Saturday, December 22, 2012

Power of the Mob

Disclaimer: The intention of the author is not to target any particular group or community. In fact, the intention is to bring to surface the underlying currents that draw us into constant conflict situations with one another. The ideas expressed would hold true if you lay the same context with any two different groups.

It's always easy to rationalize behavious patterns in isolation. And, even easier to blame it on the other person/group/community. We absolutely love to believe that if it were us, we would never do it. That we would not differentiate.

I would say that the fact that we are conscious of the existence of different groups implies implicitly that we differentiate. Actually, I think it's foolish to say that one treats everyone equally. We unnecessarily strive to eliminate differentiation. What's different from differentiation is discrimination. In other milder forms, it gets manifested as preferential treatments, superiority-inferiority complexes, better-worse debates. We are conditioned to partition the sample population into constant Us vs Them constructs. Men vs Women, Rich vs Poor, Master vs Slave, White vs Black, Hindus vs Muslims, Winners vs Losers, I vs the Neighbour, and so on and so forth. And then, we get really competitive against 'Them'.

Our social environment forces us to unite under a common cause and against a common enemy. The driver for that is the want of inclusiveness in a group and the fear of being left out of the group. You are either with a group or against it. And, when in the group, you lose your individuality. You become part of the mob. You would not protest against the notions or norms of the mob you are a part of. Because if you do, you become an outcast. The ideas and notions of the mob is decided not by majority, nor by rational deliberation, but by the select few who speak first and speak the loudest - the self-proclaimed leaders of the group.

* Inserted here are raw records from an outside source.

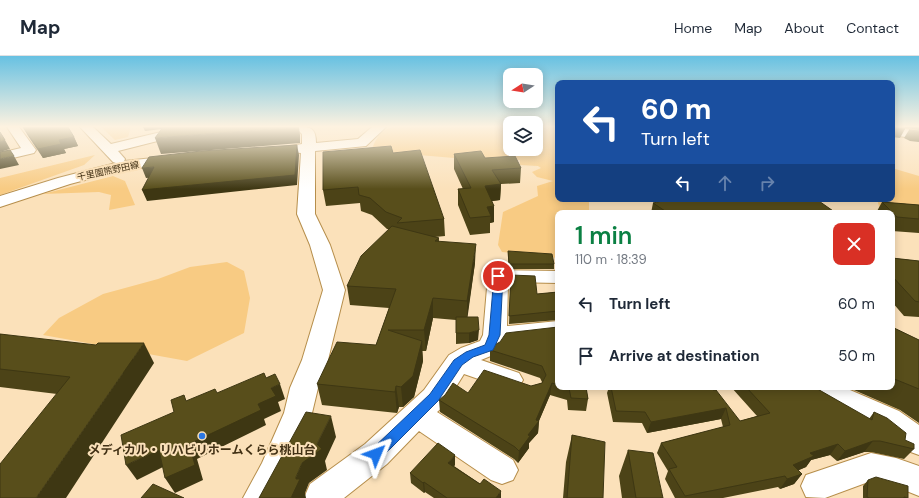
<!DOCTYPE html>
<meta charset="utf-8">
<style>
:root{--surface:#fff;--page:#f2f2f3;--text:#1f2937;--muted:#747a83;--line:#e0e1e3;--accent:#0b8043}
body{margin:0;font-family:"DM Sans","Noto Sans JP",sans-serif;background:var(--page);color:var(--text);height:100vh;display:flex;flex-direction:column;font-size:15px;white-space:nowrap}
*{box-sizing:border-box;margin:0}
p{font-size:13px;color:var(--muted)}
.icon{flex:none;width:22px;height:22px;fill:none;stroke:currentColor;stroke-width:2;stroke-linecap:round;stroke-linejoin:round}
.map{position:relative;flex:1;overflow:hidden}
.sheet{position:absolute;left:555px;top:154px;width:340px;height:180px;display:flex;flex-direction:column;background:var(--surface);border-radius:8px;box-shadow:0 2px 10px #0003}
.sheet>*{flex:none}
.hud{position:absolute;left:555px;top:24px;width:340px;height:122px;border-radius:8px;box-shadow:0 2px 10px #0003;background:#1a4fa0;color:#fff;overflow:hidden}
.needle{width:26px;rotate:258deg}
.controls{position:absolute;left:503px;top:12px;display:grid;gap:8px}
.controls a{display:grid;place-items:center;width:40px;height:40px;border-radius:8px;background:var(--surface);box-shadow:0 2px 10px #0003;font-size:20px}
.pin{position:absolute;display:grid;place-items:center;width:34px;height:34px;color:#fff;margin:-17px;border:2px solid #fff;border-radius:50%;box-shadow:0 1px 4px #0007}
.me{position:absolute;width:44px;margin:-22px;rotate:46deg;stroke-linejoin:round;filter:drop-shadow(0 0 3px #0008)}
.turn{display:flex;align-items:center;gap:14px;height:84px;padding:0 20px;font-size:18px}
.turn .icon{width:52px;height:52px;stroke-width:2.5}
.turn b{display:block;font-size:28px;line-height:34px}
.lanes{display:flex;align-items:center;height:38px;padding:0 20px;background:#0003;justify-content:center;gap:20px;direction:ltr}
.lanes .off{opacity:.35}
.round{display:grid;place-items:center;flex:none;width:42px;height:42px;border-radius:8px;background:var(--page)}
.headline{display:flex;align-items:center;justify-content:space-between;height:68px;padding:0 20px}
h1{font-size:24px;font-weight:600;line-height:30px;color:var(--accent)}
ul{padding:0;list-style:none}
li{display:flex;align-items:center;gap:12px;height:52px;padding:0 20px}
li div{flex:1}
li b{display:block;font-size:15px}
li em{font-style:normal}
header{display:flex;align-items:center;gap:24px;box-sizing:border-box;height:56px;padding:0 20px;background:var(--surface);border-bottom:1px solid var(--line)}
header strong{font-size:19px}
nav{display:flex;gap:22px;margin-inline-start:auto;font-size:14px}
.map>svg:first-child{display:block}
.green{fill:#f8cb83}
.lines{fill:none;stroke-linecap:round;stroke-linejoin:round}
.minor-casing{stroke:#b68e4b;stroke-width:2}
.minor{fill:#fff;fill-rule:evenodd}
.wall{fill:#4c4317}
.shaded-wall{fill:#3e3713}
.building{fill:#584e1b;stroke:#3e3713}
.route{fill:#1a73e8;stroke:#114b97}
.poi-dot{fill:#2b77e3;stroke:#fbe1ba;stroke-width:1.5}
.labels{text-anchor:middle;stroke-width:4;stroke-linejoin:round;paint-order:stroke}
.far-street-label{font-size:9px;fill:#423115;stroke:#fbe1ba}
.near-poi-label{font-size:12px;font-weight:bold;fill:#423115;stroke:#fbe1ba}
</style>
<header>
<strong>Map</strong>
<nav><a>Home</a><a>Map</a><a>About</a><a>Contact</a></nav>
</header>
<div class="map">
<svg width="919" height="442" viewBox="0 0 919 442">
<rect width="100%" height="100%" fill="#fbe1ba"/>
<path class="green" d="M 101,71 L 131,71 L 128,81 L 115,84 Z
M 392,71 L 510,71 L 510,93 L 536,93 L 536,71 L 558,71 L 558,143 L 589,143 L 589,155 L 591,157 L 558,157 L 558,202 L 502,196 L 498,189 L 503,156 L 538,140 L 537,130 L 553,125 L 537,121 L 532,116 L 541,112 L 538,110 L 520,109 L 520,104 L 508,103 L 490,105 L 371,95 C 376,83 379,75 392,71 Z
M 95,99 L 84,109 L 0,139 L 0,122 Z
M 892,112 L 919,120 L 919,159 L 880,154 L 877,143 L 892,143 Z
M 113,120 L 125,125 L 135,149 L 109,154 L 111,139 L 99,136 L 43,138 Z
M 227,206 L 244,215 L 250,242 L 244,277 L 187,305 L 43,279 L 59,262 L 103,238 L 158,223 L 190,211 Z"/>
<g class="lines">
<g class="minor-casing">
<path id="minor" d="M 7,71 L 19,71 L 36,94 L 34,97 L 0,105 L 0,97 L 21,92 Z
M 80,71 L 93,71 L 111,88 L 182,71 L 202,71 L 201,74 L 118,95 L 125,103 L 124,105 L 173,100 L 178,101 L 180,104 L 178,107 L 123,114 L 70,128 L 0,151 L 0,140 L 58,122 L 116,107 L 113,106 Z
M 295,71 C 309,71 316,70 316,87 L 358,83 L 372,71 L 386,71 L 366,90 L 315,95 L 315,158 L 330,189 L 345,234 L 328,304 L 318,332 L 312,357 L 290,416 L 277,442 L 243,442 L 262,407 L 284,357 L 290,332 L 302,304 L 323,234 L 310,189 L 297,158 L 301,97 L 290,96 L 288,93 L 290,90 L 302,88 L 302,78 Z
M 892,71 L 919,75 L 919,83 L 892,79 Z
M 498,214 L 558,215 L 558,227 L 508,226 L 507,270 L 558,265 L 558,281 L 504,287 L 498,297 L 481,304 L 519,317 L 523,324 L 519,331 L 510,334 L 464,318 L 444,350 L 437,356 L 513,404 L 518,414 L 513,424 L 502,428 L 491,424 L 419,375 L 387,408 L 344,442 L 304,442 L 310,428 L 365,388 L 424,334 L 449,299 L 461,292 L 480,285 L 483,279 L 488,220 L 491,216 Z
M 812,331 L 843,331 L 899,355 L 919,369 L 919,399 L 908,395 L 879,371 L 822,346 Z
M 871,397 L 896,402 L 919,410 L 919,440 L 894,430 L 871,425 L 825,442 L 806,441 L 801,430 L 806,419 Z"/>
</g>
<use href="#minor" class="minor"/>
</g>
<path class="wall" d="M 23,71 L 74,81 L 78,90 L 64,93 L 66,97 L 43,102 L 28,80 Z
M 892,71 L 905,73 L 900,82 L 892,81 Z
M 900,71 L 919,71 L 919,74 Z
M 909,74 L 919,75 L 919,86 L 910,85 L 904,82 Z
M 393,97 L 444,163 L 445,180 L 435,181 L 439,182 L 439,186 L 475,207 L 467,261 L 478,284 L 469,287 L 456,288 L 456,264 L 433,262 L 426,295 L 422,295 L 423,305 L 414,341 L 403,351 L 399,351 L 397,357 L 322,349 L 317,328 L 376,289 L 389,252 L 350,249 L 347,230 L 389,173 L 387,173 L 372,159 L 361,155 L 360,147 L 326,150 L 323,134 Z
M 454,98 L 485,102 L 521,112 L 520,127 L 501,128 L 500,144 L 492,145 L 494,166 L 490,167 L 490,177 L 470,179 L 458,149 L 458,133 L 463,133 L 454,113 Z
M 882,146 L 919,149 L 919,177 L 892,175 L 892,157 L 876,157 Z
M 653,147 L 836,157 L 651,157 Z
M 508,195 L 554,208 L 554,213 L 509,213 L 508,199 Z
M 892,202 L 919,205 L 919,261 L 904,260 L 892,246 Z
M 511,219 L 537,238 L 558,236 L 558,264 L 509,268 Z
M 558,271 L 558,331 L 586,331 L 588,343 L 586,355 L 568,354 L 567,344 L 550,339 L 539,365 L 538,377 L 529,387 L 529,392 L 518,407 L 514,403 L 440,356 L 439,344 L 468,337 L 531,330 L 542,327 L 542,326 L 540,322 L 490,305 L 490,294 Z
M 892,271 L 919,284 L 919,367 L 900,354 L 847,331 L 892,331 Z
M 0,278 L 154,307 L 57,338 L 0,331 Z
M 609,331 L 710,331 L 740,365 L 757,360 L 731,331 L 814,331 L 869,363 L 874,356 L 905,384 L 914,393 L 904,403 L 871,396 L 864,396 L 837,405 L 830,399 L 811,404 L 806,411 L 798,414 L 802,418 L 794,428 L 780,433 L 778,431 L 723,442 L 675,442 L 665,423 L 668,415 L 657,397 L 661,387 L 723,371 L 721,363 L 647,377 L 642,367 L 613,366 L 607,337 Z
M 572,379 L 603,442 L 563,442 L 566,406 Z
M 628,394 L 663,442 L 622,442 L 619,420 Z
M 455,409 L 454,410 L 501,442 L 434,442 L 425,436 L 424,437 L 411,427 L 410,417 Z
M 868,424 L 908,442 L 863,442 L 863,430 Z"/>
<path class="shaded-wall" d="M 143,71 L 179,71 L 145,75 Z
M 299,71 L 300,79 L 300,87 L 161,98 L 155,82 Z
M 74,81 L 78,90 L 64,93 L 66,97 L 43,102 L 38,93 L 59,84 Z
M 5,84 L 10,93 L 0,96 L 0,86 Z
M 297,89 L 299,99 L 297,129 L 147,145 L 142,134 Z
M 14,100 L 19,109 L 0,113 L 0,103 Z
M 154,111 L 159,121 L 146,122 L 142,112 Z
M 501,128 L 500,144 L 485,146 L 485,130 Z
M 494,150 L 494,166 L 490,167 L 491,160 L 487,151 Z
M 476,188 L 475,207 L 467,265 L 467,245 Z
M 433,242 L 433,262 L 426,295 L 424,274 Z
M 479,274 L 478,284 L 469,287 L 469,277 Z
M 422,285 L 423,305 L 414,341 L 403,351 L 401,331 Z
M 144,287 L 154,307 L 66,442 L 36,442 Z
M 552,327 L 550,339 L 538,367 L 539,365 L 538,377 L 529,387 L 529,392 L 518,407 L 519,395 L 528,379 L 536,364 Z
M 280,328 L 285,343 L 278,346 L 281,355 L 264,363 L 266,369 L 197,403 L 203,424 L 175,437 L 165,422 L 189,388 L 258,348 L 271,332 Z
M 396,330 L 399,351 L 397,357 L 395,336 Z
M 726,352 L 721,363 L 647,377 L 651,366 Z
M 331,360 L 336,381 L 325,405 L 327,414 L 309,427 L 305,437 L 306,442 L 291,442 L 296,421 L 302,407 L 317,388 Z
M 873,385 L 864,396 L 837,405 L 845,395 Z
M 838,388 L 830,399 L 811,404 L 806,411 L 786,420 L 793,409 L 810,397 Z
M 159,394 L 167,409 L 137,424 L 126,409 Z
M 455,399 L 455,409 L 448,417 L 448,407 Z
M 802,418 L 794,428 L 780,433 L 787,423 Z
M 424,426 L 425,436 L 424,437 L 423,427 Z
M 501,435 L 501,442 L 496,442 Z"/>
<path class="building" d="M 23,71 L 68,71 L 74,81 L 59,84 L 61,88 L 38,93 Z
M 163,71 L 297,71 L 155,82 Z
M 892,71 L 895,71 L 895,72 L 905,73 L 892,73 Z
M 909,74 L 919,75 L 919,77 L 915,76 Z
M 0,76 L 5,84 L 0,86 Z
M 297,89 L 295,119 L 142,134 L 154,111 L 142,112 L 149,101 L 201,95 Z
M 391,90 L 393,97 L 420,94 L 444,163 L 397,167 L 402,162 L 386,156 L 370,142 L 359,139 L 358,131 L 323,134 L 323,96 Z
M 10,94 L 14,100 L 0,103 L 0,96 Z
M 481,95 L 485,102 L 515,100 L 521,112 L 492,114 L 501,128 L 485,130 L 494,150 L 487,151 L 491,160 L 470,162 L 458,133 L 471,132 L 454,98 Z
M 671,143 L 816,143 L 836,157 L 668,157 L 653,147 Z
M 882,146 L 919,149 L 919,163 L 897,161 Z
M 392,170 L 439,182 L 435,185 L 476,188 L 467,245 L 433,242 L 424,274 L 388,274 L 422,285 L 413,320 L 401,331 L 396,330 L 395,336 L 317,328 L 337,286 L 376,289 L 396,233 L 347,230 L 361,200 Z
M 508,195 L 552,198 L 554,208 L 509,208 Z
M 892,202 L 919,205 L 919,246 L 915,245 L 892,220 Z
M 511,219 L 535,220 L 537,238 L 558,236 L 558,255 L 509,260 Z
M 456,261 L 478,261 L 479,274 L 469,277 L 456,277 Z
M 558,271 L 558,329 L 552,327 L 536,364 L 539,365 L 528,379 L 530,380 L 519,395 L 515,391 L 439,344 L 445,339 L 453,327 L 468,337 L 484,314 L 531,330 L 542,327 L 546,319 L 542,310 L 490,294 L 492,290 L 500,286 L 506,277 Z
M 892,271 L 919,284 L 919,333 L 892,322 Z
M 0,278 L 96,289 L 98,287 L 144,287 L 36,442 L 0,442 L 0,408 L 70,321 L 0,313 Z
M 264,317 L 266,322 L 275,318 L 280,328 L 271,332 L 276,340 L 258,348 L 261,354 L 189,388 L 195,409 L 165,422 L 159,394 L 126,409 L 121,379 L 174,356 L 171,344 L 184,339 L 186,345 L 215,333 L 217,337 Z
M 566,331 L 586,331 L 588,343 L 571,342 L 569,332 Z
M 611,331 L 710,331 L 713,334 L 716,334 L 740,365 L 770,357 L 746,331 L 814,331 L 872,364 L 874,356 L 887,362 L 906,377 L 905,384 L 914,388 L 914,393 L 880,385 L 873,385 L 845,395 L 838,388 L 810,397 L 814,400 L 793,409 L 802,418 L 787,423 L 785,420 L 685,440 L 669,413 L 677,411 L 661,387 L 730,369 L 726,352 L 651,366 L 645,356 L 616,355 Z
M 306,356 L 331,360 L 317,388 L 322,393 L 302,407 L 296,421 L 296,423 L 300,423 L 291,442 L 259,442 Z
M 572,379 L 605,386 L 603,442 L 567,442 Z
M 438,387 L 455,399 L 448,407 L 480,428 L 484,423 L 501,435 L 496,442 L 447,442 L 424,426 L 423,427 L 410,417 Z
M 628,394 L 653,397 L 663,442 L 636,442 Z
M 876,421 L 908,430 L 908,442 L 904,441 L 904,442 L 869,442 L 867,441 L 868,424 Z
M 153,428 L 184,442 L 141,442 Z"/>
<linearGradient id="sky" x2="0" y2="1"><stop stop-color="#67c1e2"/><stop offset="0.53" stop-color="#fdf2e0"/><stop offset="1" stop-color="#fdf2e0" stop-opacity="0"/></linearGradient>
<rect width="919" height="133" fill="url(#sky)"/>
<path class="route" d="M 498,217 L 503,220 L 500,279 L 493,294 L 473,301 L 462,309 L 438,345 L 381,402 L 376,404 L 371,402 L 369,398 L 371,394 L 430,338 L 454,304 L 466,296 L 485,289 L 489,279 L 494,220 Z"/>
<circle class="poi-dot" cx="202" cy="380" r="4"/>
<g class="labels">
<g class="far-street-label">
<text transform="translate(108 115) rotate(-12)" y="3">千里園熊野田線</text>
</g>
<g class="near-poi-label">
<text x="202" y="398">メディカル・リハビリホームくらら桃山台</text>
</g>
</g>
</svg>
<div class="controls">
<a><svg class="needle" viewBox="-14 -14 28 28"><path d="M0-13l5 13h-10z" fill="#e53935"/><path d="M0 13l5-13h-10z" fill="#747a83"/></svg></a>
<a><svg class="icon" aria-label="layers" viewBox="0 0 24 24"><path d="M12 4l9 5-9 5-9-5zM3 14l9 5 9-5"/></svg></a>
</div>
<div class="pin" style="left:498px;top:220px;background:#d93025"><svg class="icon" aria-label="arrive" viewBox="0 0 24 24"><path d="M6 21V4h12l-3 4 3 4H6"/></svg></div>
<svg class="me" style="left:376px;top:398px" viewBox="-20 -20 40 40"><path d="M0-17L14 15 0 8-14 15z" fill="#1a73e8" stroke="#fff" stroke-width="4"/></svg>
<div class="hud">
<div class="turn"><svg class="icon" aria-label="left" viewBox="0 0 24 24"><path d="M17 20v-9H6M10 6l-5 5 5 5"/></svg><div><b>60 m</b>Turn left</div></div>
<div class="lanes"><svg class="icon" aria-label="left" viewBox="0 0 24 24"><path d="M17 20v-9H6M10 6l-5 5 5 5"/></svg><svg class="icon off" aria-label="ahead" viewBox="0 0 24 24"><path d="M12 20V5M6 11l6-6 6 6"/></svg><svg class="icon off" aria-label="right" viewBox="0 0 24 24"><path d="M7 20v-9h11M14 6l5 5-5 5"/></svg></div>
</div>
<section class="sheet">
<div class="headline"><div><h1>1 min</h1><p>110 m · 18:39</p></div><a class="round" style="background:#d93025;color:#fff"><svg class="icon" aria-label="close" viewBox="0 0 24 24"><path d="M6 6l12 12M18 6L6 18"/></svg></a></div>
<ul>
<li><svg class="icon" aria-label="left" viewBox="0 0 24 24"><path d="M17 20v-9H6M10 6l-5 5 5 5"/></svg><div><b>Turn left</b></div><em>60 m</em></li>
<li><svg class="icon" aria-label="arrive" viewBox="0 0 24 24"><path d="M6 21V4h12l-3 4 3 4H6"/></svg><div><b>Arrive at destination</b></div><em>50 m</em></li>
</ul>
</section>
</div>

So if you really believe that it would be different if it were you, then what we need to do is to speak up instead of getting carried away when you think that the others in your group don't make sense. Defy authority of these self-proclaimed leaders and break out of the mob mentality. You would be surprised at the amount of support you will get. Your speaking out will create a new group - hopefully a more sensible, positive one - which will act as a shelter for those who wish to breakout. So, the next time you find yourself a part of the mob, instead of quietly believing that you are not like the rest, stand up for your opinion and oust the mob.

Ofcourse, this new group formed is also exposed to the risk of a negative mob mentality and then another group needs to breakout and re-form. What's also important to note is that these mobs are formed in the first place because those who are a part of the mob saw something in it for them. Or they felt a common ground. What that means is that you probably already had a bias against the other group - whether conscious or not. Sometimes these groupings are forced upon by us by the people around by the virtue of our existence. I think then the first thing to do is to accept for yourself that you have that bias. While it can be really hard to accept that, I think it is really important. Let's shed the myth and let's see through the truth for ourselves.

I will narrate a recent personal experience here (at the risk of making this post too long).

Last Sunday I was heading towards the CST station hoping to board a train to Vashi as I quite often do. That evening, some religious congregation had just gotten over and swarms of people were also heading towards CST. Afghani Pathans, Sufis - basically Muslims in various shapes and sizes. Being a Hindu by birth, I got really cautious. There were several reasons for my insecurity in that train station. First, there was this group of easily over 20,000 people potentially united (all coming from a particular event and of the same religion). Most of this group might be conditioned to a sense of minority in our largely Hindu nation. Today, they were in clear majority. Also, I think trains and train stations are a big trap for a victim - the exits are limited, the security not enough and no one to hear your cry for help. But I think more importantly it was my conditioning of Muslims as more hard-hearted & aggresive because of my historical, cultural and social influences. Ofcourse rationally I know that the conditioning is a big generalization and means nothing. I have a few Muslim friends and aquaintances who are really nice and friendly actually, and I would never associate any violence with them.

In the midst of my active consciousness of the existence of a majority of the Them group, another scary thought creeped in my head. If more people were similarly insecure got united even for want of security, another mob could have formed. If you turn the tables around, a majority population also makes for an easy target on the community at large. A Sabarmati Express of Muslims, if you will.

And, I think that experience taught me first hand, what can conditioning do to you, what being a minority felt like and what is the power of the mob!